Short Story 1: The River

 

The River

Prince Sigismund, the second son of Johann Albrecht III, Emperor of Rhaetia, King of the Hermunduri and Heathobards, Grand Duke of Sorbia, and Count of Upper Frisia, softly pulled back on the reigns of his favourite gelding, Praetor.  The man, nearly in his second decade of life, gazed across the River Weichsel towards the Wend-Sudovian Commonwealth; there’re so many little villages on both sides of the river, how often do people cross?  Not armies, just people; just a love-struck boy desperate to speak to the pretty girl he’s spied across the water so many times.  Praetor snorted as his rider stared at the river and people who only appeared as little specs, hardly different from the stars he marvelled at when he was little.  For nearly an hour, the rider didn’t move as the sun came close to finishing its journey across the sky to reunite with the world below.  The entire time he imagined so many beautiful things about the villagers that made him want to smile, but he never did.

“Prince Zygmunt!” Sigismund recognized the thick accent of the sorcerer, Vytenis.  “I see you’re admiring your grandfather’s boarder.”

            “Perhaps,” Sigismund said softly, almost to himself.  “Have you come to welcome His Majesty once he fords the river?”  Almost certainly not; father probably dragged him here as a bargaining chip.

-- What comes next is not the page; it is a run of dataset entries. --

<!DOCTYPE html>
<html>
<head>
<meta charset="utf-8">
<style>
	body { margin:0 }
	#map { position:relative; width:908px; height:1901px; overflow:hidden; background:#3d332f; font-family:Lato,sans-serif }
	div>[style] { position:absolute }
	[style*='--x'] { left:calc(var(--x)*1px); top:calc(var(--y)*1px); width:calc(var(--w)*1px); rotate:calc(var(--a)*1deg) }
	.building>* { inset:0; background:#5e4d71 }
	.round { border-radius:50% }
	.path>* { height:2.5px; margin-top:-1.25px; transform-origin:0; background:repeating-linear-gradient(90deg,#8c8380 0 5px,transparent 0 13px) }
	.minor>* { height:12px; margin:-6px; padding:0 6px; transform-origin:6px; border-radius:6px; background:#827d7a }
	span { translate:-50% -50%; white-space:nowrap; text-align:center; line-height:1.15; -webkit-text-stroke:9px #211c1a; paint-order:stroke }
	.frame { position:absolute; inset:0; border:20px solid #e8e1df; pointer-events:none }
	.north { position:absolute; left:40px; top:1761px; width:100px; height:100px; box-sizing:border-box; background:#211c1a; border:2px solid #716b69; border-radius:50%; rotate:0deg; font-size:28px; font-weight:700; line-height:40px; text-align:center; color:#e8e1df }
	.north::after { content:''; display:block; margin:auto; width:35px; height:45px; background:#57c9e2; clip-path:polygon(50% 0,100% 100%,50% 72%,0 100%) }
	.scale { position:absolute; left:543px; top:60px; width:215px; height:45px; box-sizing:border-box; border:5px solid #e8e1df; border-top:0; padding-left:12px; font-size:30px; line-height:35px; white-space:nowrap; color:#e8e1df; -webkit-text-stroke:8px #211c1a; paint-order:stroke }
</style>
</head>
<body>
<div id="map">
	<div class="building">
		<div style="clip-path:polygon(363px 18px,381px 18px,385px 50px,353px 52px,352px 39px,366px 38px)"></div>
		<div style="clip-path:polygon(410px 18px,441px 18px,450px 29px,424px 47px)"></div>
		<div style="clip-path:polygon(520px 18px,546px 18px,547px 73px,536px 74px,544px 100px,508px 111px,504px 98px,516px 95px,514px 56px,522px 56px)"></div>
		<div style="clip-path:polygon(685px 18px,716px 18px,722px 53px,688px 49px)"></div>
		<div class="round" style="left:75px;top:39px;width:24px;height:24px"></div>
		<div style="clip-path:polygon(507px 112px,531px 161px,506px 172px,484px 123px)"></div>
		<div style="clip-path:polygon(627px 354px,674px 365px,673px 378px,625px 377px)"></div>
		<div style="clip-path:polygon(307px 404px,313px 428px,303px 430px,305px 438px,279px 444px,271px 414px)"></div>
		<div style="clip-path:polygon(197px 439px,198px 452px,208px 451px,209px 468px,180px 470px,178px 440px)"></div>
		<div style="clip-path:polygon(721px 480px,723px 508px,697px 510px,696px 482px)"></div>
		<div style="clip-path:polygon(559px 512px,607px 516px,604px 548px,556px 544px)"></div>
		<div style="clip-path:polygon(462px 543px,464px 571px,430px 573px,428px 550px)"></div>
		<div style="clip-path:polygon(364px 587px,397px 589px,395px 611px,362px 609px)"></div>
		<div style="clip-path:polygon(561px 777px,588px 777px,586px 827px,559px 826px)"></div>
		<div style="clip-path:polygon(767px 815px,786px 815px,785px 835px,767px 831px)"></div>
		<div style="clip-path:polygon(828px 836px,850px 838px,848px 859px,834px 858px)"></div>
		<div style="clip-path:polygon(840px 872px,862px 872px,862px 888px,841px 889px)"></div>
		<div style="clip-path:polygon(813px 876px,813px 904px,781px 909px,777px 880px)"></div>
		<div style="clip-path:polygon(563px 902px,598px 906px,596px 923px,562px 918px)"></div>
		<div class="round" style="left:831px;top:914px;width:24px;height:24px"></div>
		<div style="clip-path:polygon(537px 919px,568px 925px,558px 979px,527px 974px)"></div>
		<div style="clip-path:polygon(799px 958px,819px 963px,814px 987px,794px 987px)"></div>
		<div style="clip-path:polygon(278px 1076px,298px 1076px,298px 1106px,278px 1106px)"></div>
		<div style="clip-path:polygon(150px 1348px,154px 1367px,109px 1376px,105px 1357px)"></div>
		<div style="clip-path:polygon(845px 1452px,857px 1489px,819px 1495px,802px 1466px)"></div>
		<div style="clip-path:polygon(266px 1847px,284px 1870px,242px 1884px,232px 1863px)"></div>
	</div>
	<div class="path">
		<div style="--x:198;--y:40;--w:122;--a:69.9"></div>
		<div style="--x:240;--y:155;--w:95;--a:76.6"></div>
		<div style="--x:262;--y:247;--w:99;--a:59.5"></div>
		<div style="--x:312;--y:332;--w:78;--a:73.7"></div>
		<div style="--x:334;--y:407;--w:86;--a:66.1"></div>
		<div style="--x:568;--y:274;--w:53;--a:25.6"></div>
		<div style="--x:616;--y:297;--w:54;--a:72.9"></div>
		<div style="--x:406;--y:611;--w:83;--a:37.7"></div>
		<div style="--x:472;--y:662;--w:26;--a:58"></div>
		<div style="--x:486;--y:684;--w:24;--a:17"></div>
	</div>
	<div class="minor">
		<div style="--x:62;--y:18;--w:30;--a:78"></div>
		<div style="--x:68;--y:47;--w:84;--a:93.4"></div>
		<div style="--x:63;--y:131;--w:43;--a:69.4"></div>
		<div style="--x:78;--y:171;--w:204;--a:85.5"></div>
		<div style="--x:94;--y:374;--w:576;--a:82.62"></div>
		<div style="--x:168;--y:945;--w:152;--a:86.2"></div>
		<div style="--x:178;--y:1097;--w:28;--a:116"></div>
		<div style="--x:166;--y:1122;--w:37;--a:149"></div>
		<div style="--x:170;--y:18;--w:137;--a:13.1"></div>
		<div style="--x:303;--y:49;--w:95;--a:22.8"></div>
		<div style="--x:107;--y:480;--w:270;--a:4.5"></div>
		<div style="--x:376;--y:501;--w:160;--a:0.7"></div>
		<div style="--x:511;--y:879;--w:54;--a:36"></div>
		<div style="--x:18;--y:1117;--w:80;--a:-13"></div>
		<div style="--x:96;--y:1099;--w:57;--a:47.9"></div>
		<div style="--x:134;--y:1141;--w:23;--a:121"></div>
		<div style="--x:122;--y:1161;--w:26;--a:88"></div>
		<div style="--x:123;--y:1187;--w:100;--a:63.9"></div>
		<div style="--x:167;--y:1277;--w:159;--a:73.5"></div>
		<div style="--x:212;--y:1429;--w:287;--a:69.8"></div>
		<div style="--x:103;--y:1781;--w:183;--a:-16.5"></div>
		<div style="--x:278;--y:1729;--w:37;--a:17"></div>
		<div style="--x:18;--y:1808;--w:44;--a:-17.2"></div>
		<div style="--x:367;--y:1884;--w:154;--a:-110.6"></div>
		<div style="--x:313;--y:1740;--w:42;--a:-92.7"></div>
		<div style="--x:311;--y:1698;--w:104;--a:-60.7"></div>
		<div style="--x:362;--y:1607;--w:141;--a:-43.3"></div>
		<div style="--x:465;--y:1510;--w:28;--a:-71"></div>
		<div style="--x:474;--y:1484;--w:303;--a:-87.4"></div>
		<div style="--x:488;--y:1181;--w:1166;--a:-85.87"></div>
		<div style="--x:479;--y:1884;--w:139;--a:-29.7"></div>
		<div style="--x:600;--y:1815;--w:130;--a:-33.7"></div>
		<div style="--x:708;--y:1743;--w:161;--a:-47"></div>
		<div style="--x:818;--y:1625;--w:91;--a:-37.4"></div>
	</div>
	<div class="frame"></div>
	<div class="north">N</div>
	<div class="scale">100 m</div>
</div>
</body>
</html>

            “I hope my nephew will recognize me.  I haven’t seen him in so long.”  The Prince didn’t respond.  How could he say anything?  There wasn’t anything expedient to say that could ease the discomfort he felt.  It was expedient for Emperor Sigismund the Great to slaughter his way east until he stopped at this river; and now it was expedient for his sister to marry their king.  If she was lucky he would be kind and handsome, but that wasn’t important.  It was important that there were bigger dangers in the world; riders from the steppe atop steeds twice the size of Praetor and the increasingly powerful Seline Empire.  Everyone at court called the latter malevolent devil worshippers, but weren’t their gods just the version of ours who live on the moon?  The theological mysticism and pompous intellectualism that his younger brother revelled in had always tested Sigismund’s patience; sparring with swords and spears had always given his mind the greatest peace.  He had been so proud the very first time he parried his elder brother, Alaric’s strikes and defeated him in a spar.  For as long as the two of them remembered, they felt immense zeal for the prospect of their first great battle.  They would ride with all of the Empire’s finest knights and all of the glory in the world would be theirs.  For most of his life, Sigismund he would be warring with the Wends, but now it seemed that he would be fighting alongside their legendary winged hussars.  Perhaps far enough east that he could spy on the napping sun before its nightly bondage loosened to let it dance amongst the clouds on its way back home.     A cool breeze took him back to the ridge he had been perched on and the foreign sorcerer.

“The moon’s reflection in the river looks so peaceful, doesn’t it?”

“It does.”

            The two of them held their vigil for a while longer.  It was now so dark that Sigismund could only see the rippling white on the river.  He felt his lips stick together when he tried to speak and his throat close around the words he was so desperate to ask, but so terrified to hear the answer for.

            “Does it hurt?”  The night stood witness to his courage.  “Does it hurt when you kill another man?”